- **What is being asked**: Apart from the pictures, every entry below should be repeated exactly.

(Stored data)

━━━━━━━━━━

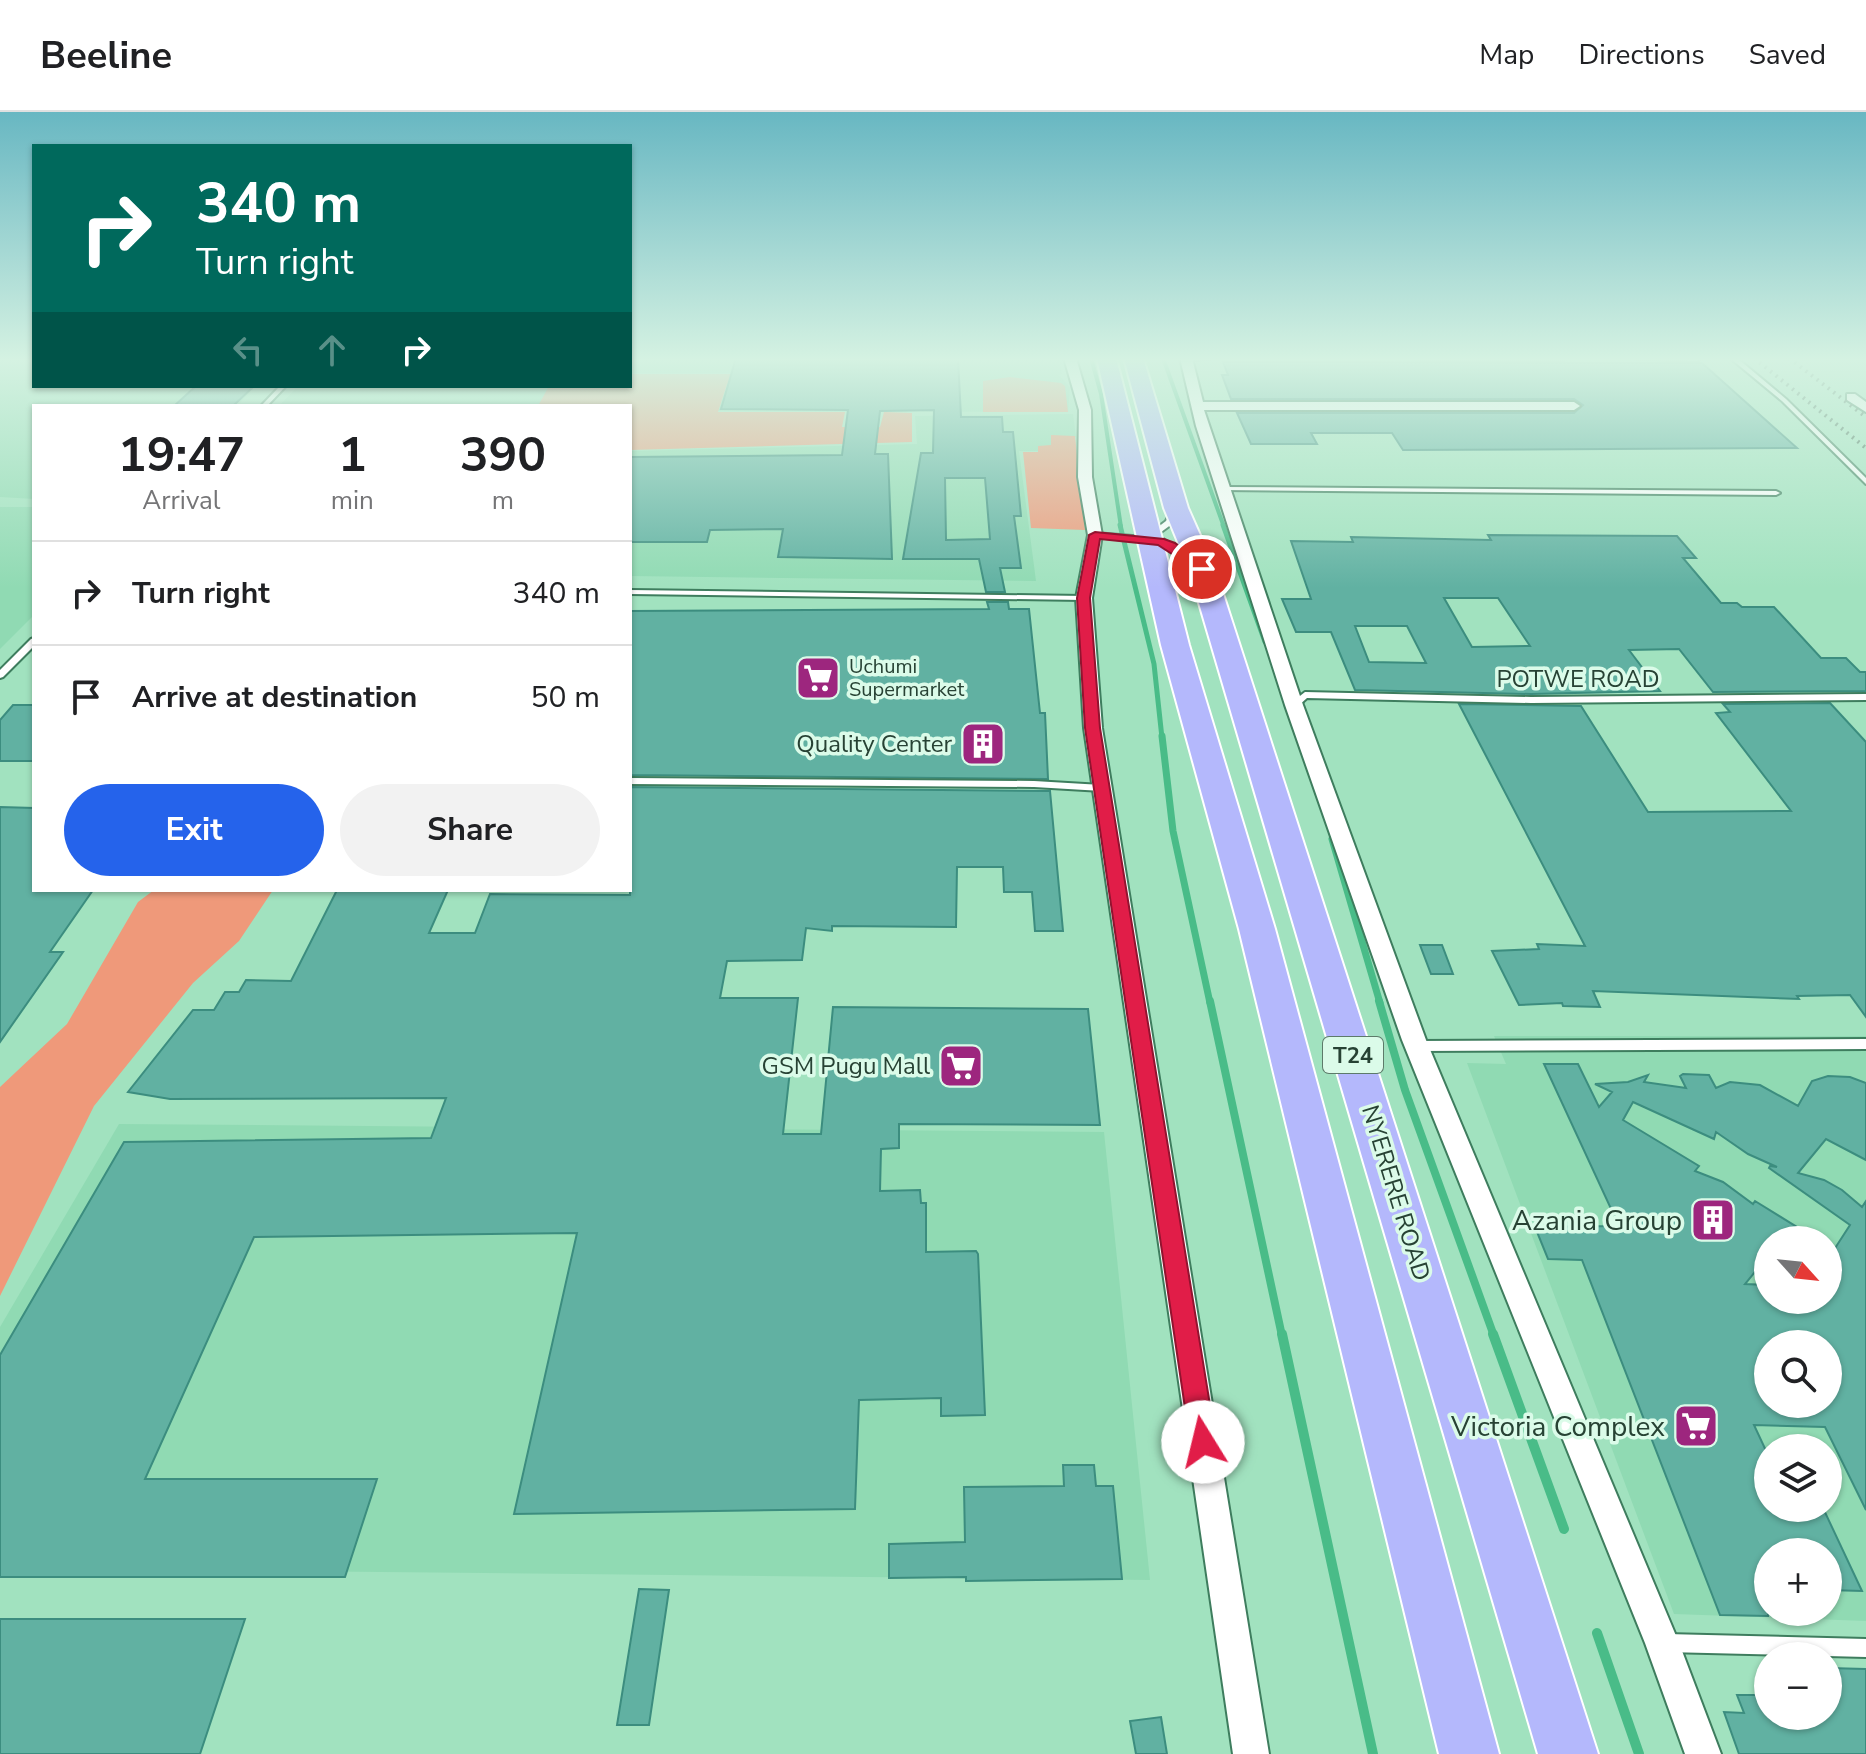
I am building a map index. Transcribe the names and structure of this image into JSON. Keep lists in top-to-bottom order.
{
  "streets": {
    "highway": ["T24", "NYERERE ROAD"],
    "lane": ["POTWE ROAD"]
  },
  "places": {
    "supermarket": ["Uchumi Supermarket", "GSM Pugu Mall", "Victoria Complex"],
    "building": ["Quality Center", "Azania Group"]
  },
  "north": "bottom right",
  "page": {
    "header": "Beeline",
    "nav": ["Map", "Directions", "Saved"],
    "turn": ["340 m", "Turn right"],
    "eta": [
      "19:47",
      "Arrival",
      "1",
      "min",
      "390",
      "m"
    ],
    "list": [
      {
        "name": "Turn right",
        "value": "340 m"
      },
      {
        "name": "Arrive at destination",
        "value": "50 m"
      }
    ],
    "buttons": ["Exit", "Share"],
    "map_buttons": ["+", "−"]
  }
}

━━━━━━━━━━

- **The completed task**:
I am building a map index. Transcribe the names and structure of this image into JSON. Keep lists in top-to-bottom order.
{
  "streets": {
    "highway": ["T24", "NYERERE ROAD"],
    "lane": ["POTWE ROAD"]
  },
  "places": {
    "supermarket": ["Uchumi Supermarket", "GSM Pugu Mall", "Victoria Complex"],
    "building": ["Quality Center", "Azania Group"]
  },
  "north": "bottom right",
  "page": {
    "header": "Beeline",
    "nav": ["Map", "Directions", "Saved"],
    "turn": ["340 m", "Turn right"],
    "eta": [
      "19:47",
      "Arrival",
      "1",
      "min",
      "390",
      "m"
    ],
    "list": [
      {
        "name": "Turn right",
        "value": "340 m"
      },
      {
        "name": "Arrive at destination",
        "value": "50 m"
      }
    ],
    "buttons": ["Exit", "Share"],
    "map_buttons": ["+", "−"]
  }
}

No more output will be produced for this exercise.